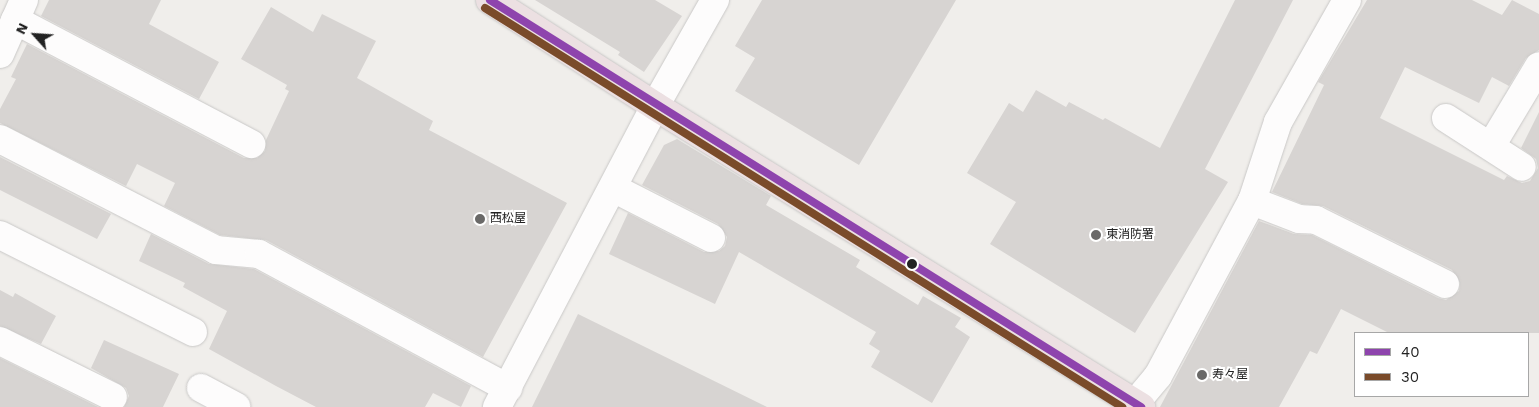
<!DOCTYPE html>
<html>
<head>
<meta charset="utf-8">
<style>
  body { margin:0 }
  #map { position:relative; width:1539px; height:407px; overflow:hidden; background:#f0eeeb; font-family:"Work Sans","Noto Sans JP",sans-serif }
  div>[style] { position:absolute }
  .building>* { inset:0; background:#d7d4d2 }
  .roads { filter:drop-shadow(0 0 1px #c9c8c7) drop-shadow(0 0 1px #c9c8c7) }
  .minor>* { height:28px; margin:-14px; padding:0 14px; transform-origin:14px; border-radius:14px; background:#fdfcfc }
  .highway>* { height:28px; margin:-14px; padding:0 14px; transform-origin:14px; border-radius:14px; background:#ece0e2 }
  .bus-1>* { height:8px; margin:-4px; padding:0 4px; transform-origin:4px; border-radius:4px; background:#8e44ad }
  .bus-2>* { height:8px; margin:-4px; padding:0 4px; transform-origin:4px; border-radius:4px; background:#7a4b2a }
  .dots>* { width:14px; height:14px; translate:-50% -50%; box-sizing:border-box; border:2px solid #fff; border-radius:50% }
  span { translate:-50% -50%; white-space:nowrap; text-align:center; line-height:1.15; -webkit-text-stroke:4px #fff; paint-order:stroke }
  .poi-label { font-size:12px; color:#222 }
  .left { translate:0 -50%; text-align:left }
  .legend { position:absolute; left:1354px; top:332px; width:175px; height:65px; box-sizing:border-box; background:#fff; border:1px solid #a7a7a7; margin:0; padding:6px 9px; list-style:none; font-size:15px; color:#222 }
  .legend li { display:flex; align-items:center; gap:10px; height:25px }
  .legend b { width:25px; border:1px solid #a7a7a7 }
  .north { position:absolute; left:10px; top:10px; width:50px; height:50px; -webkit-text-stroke:4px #fff; paint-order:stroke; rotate:296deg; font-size:14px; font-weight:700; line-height:20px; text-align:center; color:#222 }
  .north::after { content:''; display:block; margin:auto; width:18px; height:22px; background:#222; clip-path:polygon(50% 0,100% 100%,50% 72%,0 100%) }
</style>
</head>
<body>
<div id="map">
  <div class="building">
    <div style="clip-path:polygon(49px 0,161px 0,149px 24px,219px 62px,199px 99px,41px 16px)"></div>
    <div style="clip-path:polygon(535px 0,655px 0,682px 16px,644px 72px,618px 55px,620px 52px)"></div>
    <div style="clip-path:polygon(762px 0,956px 0,859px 165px,735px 91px,755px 58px,735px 46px)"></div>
    <div style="clip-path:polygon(1235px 0,1293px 0,1205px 169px,1228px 182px,1135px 333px,990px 244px,1016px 202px,967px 173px,1009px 103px,1023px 112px,1036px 90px,1066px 107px,1069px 102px,1103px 120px,1105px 118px,1160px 148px)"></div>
    <div style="clip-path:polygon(1367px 0,1472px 0,1502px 15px,1512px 0,1539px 14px,1539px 50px,1526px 58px,1509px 86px,1492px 77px,1479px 103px,1405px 67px,1380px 118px,1504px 180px,1507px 176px,1522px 183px,1530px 181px,1538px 168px,1536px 159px,1521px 148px,1539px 112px,1539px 333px,1389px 333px,1341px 309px,1317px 354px,1310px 351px,1279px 407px,1160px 407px,1259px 221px,1294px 234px,1312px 235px,1438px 298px,1446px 300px,1459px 291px,1460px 283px,1452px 270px,1323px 206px,1302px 204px,1272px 192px,1324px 85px,1318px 82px)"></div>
    <div style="clip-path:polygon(271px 7px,313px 32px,322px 14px,376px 41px,357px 78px,433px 121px,429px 130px,567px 203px,483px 357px,266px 240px,220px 235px,164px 206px,175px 183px,137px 164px,126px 186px,0 123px,0 109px,16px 79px,11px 77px,27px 44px,244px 158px,257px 158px,265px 151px,266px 140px,289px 91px,285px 89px,287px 85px,241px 59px)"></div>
    <div style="clip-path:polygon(677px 139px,771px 196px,766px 205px,860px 260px,856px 267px,918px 305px,923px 296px,961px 318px,955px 327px,970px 337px,932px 403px,871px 367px,880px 351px,869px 344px,876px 332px,739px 252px,715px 304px,609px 254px,628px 213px,704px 252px,719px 251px,725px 246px,727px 237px,718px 224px,642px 185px,664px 145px)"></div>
    <div style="clip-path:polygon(0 157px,111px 214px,97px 239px,0 190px)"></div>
    <div style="clip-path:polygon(151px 234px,209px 264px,254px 269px,471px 386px,461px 407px,433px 393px,425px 407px,316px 407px,276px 386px,209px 349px,227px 311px,183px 287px,185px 283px,139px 261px)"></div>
    <div style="clip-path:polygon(0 290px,13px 297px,15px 293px,56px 316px,41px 344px,0 326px)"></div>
    <div style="clip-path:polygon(578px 314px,767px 407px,532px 407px)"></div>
    <div style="clip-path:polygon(104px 340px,179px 374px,163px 407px,124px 407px,129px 396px,126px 388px,91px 368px)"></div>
    <div style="clip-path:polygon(0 358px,98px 407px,0 407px)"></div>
  </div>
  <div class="roads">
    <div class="minor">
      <div style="left:15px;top:20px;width:267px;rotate:27.7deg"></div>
      <div style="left:0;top:54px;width:59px;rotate:-66deg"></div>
      <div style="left:1446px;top:118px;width:90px;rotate:32.8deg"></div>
      <div style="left:0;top:139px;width:243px;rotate:27.2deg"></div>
      <div style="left:216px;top:250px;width:43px;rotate:5.3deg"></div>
      <div style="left:259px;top:254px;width:283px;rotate:28.3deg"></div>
      <div style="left:1491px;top:146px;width:93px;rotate:-59deg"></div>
      <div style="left:613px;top:188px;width:110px;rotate:27deg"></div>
      <div style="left:1252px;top:201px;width:50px;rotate:21deg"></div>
      <div style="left:1299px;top:219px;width:17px;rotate:3deg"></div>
      <div style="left:1316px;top:220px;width:144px;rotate:26.4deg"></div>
      <div style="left:0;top:235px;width:216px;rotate:26.7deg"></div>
      <div style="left:0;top:341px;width:126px;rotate:26.4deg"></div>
      <div style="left:201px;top:388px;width:40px;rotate:28deg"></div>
      <div style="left:497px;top:407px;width:340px;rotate:-62.3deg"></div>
      <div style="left:655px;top:106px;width:122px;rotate:-60.5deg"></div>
      <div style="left:1132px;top:407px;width:40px;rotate:-50deg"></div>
      <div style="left:1158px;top:376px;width:199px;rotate:-61.8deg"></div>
      <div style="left:1252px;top:201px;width:83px;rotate:-71.8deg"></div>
      <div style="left:1278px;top:122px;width:140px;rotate:-60.5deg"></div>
    </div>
    <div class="highway">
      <div style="left:490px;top:0;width:196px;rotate:32.7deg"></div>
      <div style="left:655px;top:106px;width:572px;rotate:31.77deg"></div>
    </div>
  </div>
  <div class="bus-1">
    <div style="left:490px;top:0;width:768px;rotate:32.01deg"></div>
  </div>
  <div class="bus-2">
    <div style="left:485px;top:8px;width:752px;rotate:32.06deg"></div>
  </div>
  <div class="dots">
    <div style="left:480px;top:219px;background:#6a6968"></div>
    <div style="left:1096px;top:235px;background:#6a6968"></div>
    <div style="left:912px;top:264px;background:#222"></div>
    <div style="left:1202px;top:375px;background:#6a6968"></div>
  </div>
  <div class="poi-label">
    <span class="left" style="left:490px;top:219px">西松屋</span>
    <span class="left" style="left:1106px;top:235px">東消防署</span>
    <span class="left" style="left:1212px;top:375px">寿々屋</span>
  </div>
  <ul class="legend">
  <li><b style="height:6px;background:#8e44ad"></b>40</li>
  <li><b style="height:6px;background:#7a4b2a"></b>30</li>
  </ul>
  <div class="north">N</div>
</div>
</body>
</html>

********

> _What to work on_:
A verbatim copy of the records is expected, from their first line through the line with "width:14px; height:14px; translate:-50%", inclusive, with the pictures removed.

> _Result below_:
<!DOCTYPE html>
<html>
<head>
<meta charset="utf-8">
<style>
  body { margin:0 }
  #map { position:relative; width:1539px; height:407px; overflow:hidden; background:#f0eeeb; font-family:"Work Sans","Noto Sans JP",sans-serif }
  div>[style] { position:absolute }
  .building>* { inset:0; background:#d7d4d2 }
  .roads { filter:drop-shadow(0 0 1px #c9c8c7) drop-shadow(0 0 1px #c9c8c7) }
  .minor>* { height:28px; margin:-14px; padding:0 14px; transform-origin:14px; border-radius:14px; background:#fdfcfc }
  .highway>* { height:28px; margin:-14px; padding:0 14px; transform-origin:14px; border-radius:14px; background:#ece0e2 }
  .bus-1>* { height:8px; margin:-4px; padding:0 4px; transform-origin:4px; border-radius:4px; background:#8e44ad }
  .bus-2>* { height:8px; margin:-4px; padding:0 4px; transform-origin:4px; border-radius:4px; background:#7a4b2a }
  .dots>* { width:14px; height:14px; translate:-50% -50%; box-sizing:border-box; border:2px solid #fff; border-radius:50% }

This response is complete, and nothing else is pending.